En passant erfährt man auch von liebenswerten Schrullen: Frau Pinochet etwa hört nachts ihren toten Mann an der Tür klappern; Frau Franco war eine »treue Anhängerin der Heiligen Theresa« und »trug immer eine Reliquie bei sich«, und Frau Marcos bezeichnet sich stolz als die »gierigste Frau der Welt«, besitzt einen »Baukomplex«, fünf Milliarden Dollar Privatvermögen aus der philippinischen Staatskasse und 3000 Paar Schuhe. »Die im Volk brauchen jemanden, den sie anhimmeln können«, weiß sie. »Und jemanden, der die Standards setzt.
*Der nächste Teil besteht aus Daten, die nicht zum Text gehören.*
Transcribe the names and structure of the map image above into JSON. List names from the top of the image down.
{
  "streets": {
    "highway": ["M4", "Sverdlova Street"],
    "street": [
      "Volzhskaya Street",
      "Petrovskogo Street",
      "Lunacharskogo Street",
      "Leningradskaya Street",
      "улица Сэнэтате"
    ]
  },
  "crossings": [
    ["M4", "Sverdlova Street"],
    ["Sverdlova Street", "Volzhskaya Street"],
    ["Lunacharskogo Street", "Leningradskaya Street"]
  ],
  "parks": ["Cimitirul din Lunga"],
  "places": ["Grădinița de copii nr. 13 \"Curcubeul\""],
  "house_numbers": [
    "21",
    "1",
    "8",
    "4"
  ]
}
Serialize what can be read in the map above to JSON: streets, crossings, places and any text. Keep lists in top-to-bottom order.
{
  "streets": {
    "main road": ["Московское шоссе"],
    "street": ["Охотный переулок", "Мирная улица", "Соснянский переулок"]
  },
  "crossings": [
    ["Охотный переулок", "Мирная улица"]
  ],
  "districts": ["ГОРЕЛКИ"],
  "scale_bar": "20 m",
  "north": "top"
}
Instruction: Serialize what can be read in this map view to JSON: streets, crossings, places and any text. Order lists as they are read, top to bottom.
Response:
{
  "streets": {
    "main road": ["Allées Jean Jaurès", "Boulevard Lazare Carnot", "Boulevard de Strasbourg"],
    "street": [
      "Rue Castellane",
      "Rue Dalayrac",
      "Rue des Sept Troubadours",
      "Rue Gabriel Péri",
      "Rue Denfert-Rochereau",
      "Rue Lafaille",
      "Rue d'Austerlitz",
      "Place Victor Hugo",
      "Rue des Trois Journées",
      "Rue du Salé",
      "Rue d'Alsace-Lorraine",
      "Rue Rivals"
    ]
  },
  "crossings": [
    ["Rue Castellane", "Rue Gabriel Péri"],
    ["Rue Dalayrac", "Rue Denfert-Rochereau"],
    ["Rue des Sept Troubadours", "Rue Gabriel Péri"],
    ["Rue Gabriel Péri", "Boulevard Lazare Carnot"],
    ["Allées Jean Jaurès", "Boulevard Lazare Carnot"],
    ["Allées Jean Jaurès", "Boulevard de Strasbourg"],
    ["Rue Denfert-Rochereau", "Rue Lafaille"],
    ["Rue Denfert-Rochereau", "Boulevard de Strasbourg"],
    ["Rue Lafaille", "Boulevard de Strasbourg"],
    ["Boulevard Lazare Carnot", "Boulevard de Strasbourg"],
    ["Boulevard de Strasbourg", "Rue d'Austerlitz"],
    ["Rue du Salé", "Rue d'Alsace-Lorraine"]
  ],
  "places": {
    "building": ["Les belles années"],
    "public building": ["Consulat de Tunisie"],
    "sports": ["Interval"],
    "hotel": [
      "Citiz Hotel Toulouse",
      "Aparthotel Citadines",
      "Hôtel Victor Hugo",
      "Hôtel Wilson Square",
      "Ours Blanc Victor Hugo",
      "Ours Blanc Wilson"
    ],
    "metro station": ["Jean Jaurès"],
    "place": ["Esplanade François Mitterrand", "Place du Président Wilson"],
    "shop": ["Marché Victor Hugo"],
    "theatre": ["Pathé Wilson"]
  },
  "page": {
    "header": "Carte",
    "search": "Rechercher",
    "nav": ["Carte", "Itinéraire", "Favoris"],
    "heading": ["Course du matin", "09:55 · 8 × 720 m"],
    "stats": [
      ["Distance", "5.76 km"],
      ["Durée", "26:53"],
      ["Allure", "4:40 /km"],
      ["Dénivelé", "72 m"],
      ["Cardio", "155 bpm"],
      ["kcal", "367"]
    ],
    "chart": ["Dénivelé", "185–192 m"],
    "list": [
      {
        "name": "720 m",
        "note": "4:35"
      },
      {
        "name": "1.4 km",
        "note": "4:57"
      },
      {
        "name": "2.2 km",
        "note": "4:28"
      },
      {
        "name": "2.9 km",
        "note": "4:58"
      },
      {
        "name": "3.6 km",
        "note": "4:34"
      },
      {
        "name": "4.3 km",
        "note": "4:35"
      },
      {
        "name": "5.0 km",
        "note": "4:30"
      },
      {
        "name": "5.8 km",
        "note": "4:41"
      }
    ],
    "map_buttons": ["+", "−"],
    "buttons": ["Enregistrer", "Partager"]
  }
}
Masse folgt Klasse.« Man könne nicht übertreiben, »wenn es um Schönheit geht«. Wohl aber bei Hässlichkeit: »Das ist ein Verbrechen!«
Immer wieder wird hier der übliche sonore History-Kommentar vom Ressentiment ins Geifernde getrieben; die Serialität macht das Ganze noch bizarrer. Frau Arafat fungiert dabei als eine Art Meta-Frau, die in allen Folgen ein Gutteil der anderen Schicksale kommentieren darf (»Die Klugen gehen, wenn es Zeit ist zu gehen«), von ihr erfährt man auch über regelmäßige Treffen der Gattinnen untereinander. Spin-offs deuten sich an.
»In der Bibel steht: Niemand ist perfekt«, meint Frau Taylor aus Liberia. Es klingt versöhnlich.